● DATASET EXCERPTS
====================
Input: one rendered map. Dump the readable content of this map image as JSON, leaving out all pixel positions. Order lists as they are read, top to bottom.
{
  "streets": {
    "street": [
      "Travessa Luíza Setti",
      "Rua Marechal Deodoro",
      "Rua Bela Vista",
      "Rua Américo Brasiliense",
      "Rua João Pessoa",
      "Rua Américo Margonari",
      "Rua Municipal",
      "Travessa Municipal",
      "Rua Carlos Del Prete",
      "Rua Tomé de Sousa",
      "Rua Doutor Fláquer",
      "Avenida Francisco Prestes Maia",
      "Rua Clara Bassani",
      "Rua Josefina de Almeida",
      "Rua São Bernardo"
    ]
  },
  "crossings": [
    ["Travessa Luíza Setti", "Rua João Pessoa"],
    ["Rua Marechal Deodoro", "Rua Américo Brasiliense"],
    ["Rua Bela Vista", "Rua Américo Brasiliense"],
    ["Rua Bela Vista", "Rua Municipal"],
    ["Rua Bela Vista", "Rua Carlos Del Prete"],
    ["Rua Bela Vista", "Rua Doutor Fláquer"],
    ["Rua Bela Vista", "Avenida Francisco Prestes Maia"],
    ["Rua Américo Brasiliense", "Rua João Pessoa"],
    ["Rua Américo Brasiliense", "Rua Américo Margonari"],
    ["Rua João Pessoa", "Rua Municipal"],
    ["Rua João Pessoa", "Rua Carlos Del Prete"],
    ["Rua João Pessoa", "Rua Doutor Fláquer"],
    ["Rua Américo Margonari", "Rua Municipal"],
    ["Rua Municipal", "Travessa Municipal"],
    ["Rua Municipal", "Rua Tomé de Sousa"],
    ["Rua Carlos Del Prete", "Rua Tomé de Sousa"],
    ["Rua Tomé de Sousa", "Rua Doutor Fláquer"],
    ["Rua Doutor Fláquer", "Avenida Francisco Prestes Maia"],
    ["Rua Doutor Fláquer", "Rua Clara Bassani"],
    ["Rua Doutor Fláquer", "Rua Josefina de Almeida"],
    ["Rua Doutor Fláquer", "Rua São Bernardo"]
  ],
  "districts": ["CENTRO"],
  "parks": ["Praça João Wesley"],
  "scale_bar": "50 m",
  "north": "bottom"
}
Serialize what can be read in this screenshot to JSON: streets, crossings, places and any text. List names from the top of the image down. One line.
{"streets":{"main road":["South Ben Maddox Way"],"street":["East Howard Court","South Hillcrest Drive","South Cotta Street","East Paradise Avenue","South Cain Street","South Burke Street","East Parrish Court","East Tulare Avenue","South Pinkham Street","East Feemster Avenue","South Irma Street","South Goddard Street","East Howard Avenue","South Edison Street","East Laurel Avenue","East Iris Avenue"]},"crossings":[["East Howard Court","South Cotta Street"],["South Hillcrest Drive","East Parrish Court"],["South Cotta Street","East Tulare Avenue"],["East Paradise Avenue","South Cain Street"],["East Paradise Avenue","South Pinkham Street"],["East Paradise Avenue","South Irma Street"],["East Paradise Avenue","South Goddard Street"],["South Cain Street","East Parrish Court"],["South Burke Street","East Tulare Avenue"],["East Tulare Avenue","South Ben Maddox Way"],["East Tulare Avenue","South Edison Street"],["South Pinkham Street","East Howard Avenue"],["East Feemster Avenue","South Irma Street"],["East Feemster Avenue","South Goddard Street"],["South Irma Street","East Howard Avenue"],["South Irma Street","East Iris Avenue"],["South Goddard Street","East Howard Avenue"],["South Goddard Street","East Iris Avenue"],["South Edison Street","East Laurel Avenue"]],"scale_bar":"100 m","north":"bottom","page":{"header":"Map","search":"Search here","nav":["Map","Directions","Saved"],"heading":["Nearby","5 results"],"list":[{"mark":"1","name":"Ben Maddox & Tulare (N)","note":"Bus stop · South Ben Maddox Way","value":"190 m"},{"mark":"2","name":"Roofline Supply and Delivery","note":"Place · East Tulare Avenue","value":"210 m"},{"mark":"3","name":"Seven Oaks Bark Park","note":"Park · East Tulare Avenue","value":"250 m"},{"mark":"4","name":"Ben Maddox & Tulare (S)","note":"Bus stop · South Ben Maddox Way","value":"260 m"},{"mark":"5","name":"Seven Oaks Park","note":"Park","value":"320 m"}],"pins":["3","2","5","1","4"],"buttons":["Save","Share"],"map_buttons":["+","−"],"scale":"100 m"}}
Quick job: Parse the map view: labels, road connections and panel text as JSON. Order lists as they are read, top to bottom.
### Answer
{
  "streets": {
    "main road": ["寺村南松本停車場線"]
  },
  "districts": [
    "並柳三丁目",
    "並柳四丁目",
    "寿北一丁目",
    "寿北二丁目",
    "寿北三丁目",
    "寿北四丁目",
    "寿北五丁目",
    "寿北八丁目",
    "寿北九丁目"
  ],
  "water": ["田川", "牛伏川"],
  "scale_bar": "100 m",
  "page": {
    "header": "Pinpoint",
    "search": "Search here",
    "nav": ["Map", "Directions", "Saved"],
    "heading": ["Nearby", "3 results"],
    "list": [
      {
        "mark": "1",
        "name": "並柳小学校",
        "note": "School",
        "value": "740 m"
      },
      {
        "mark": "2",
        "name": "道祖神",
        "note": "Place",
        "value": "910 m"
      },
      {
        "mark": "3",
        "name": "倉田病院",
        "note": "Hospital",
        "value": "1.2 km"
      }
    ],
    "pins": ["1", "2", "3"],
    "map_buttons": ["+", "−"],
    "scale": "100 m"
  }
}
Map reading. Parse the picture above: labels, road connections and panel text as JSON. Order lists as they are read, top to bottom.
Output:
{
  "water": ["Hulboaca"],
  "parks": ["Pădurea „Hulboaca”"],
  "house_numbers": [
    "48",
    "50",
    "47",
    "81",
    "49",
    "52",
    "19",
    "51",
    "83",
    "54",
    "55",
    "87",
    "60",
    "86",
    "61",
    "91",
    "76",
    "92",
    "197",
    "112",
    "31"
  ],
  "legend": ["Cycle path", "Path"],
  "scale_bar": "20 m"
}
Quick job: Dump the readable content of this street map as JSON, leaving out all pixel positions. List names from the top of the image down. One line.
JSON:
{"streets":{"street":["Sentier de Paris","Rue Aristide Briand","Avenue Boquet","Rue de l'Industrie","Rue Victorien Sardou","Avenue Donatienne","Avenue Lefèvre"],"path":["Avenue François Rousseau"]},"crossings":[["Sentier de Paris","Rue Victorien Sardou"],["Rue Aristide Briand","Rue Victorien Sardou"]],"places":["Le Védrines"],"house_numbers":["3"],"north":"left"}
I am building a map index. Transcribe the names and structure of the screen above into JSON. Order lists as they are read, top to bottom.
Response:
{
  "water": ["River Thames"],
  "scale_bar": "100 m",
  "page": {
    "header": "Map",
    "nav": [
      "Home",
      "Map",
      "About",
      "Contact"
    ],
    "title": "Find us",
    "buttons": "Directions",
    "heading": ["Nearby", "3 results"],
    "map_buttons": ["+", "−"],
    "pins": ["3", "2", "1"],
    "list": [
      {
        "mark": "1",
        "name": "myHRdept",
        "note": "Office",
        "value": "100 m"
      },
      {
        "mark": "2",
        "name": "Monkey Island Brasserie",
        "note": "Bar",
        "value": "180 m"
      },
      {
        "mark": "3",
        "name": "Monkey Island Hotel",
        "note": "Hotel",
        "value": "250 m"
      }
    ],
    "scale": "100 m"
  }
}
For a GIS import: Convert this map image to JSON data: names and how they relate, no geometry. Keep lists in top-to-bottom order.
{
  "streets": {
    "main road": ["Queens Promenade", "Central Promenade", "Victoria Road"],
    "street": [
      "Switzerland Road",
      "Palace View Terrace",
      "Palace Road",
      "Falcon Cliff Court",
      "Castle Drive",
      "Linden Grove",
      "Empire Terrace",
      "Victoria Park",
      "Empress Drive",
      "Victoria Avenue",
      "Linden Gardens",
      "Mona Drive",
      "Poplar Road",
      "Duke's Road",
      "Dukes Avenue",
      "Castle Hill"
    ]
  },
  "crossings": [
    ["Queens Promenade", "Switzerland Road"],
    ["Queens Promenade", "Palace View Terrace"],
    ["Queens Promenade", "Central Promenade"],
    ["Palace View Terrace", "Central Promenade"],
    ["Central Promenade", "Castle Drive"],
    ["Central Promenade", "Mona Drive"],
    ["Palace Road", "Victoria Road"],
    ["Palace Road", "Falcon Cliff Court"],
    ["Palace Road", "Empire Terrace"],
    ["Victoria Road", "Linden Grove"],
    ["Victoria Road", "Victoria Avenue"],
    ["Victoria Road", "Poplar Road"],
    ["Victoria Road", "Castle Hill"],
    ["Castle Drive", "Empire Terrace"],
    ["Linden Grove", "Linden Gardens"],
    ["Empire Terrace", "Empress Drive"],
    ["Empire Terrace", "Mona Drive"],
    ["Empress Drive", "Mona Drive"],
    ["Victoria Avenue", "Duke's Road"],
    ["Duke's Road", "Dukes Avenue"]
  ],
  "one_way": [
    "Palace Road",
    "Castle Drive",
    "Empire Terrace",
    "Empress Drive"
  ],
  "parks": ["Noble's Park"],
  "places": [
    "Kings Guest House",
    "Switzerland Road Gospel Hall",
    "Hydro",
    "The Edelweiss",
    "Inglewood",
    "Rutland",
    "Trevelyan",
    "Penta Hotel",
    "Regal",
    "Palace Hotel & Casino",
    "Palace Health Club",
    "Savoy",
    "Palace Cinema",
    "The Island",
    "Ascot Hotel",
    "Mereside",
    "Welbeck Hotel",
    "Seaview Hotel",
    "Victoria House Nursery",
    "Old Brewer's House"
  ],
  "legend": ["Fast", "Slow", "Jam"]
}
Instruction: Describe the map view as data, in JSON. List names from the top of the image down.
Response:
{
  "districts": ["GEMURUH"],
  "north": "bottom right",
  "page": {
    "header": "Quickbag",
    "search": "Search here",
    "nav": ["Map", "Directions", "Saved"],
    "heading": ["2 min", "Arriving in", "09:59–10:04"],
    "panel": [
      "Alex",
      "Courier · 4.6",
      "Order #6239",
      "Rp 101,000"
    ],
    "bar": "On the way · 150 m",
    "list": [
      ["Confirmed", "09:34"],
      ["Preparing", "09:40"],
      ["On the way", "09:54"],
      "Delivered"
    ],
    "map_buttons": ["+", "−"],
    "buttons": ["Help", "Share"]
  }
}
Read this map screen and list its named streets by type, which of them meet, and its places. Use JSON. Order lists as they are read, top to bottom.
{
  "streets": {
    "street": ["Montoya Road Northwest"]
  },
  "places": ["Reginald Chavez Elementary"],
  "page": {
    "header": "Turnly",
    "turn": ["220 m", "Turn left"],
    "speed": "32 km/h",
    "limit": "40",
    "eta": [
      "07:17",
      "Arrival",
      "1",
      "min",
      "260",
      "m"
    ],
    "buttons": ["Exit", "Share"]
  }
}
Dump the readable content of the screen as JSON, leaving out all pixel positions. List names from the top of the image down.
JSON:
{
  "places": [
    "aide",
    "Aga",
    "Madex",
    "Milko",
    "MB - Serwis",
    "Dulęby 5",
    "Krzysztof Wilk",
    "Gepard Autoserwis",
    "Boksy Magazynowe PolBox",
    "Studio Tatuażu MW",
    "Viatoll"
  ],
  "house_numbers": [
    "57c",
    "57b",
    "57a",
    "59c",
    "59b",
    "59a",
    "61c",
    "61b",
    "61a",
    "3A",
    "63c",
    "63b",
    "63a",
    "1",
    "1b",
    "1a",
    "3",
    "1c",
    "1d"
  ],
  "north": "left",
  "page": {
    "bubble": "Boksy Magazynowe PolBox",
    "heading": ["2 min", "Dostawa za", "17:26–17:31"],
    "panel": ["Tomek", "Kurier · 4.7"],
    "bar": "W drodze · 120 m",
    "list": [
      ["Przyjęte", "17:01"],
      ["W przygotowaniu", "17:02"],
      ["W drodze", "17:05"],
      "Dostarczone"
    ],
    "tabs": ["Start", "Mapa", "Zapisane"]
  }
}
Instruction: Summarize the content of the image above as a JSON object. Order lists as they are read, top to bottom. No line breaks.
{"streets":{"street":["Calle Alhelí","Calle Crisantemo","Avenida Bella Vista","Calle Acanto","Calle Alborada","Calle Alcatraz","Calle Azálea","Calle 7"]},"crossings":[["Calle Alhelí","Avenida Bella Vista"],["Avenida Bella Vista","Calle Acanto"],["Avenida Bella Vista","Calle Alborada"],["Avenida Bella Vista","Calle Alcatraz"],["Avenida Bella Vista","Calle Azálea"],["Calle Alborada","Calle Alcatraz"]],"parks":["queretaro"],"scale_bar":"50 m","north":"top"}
====================
Using only the data above, copy out the lines that include the word "Pessoa".

● RESPONSE BOX
      "Rua João Pessoa",
    ["Travessa Luíza Setti", "Rua João Pessoa"],
    ["Rua Américo Brasiliense", "Rua João Pessoa"],
    ["Rua João Pessoa", "Rua Municipal"],
    ["Rua João Pessoa", "Rua Carlos Del Prete"],
    ["Rua João Pessoa", "Rua Doutor Fláquer"],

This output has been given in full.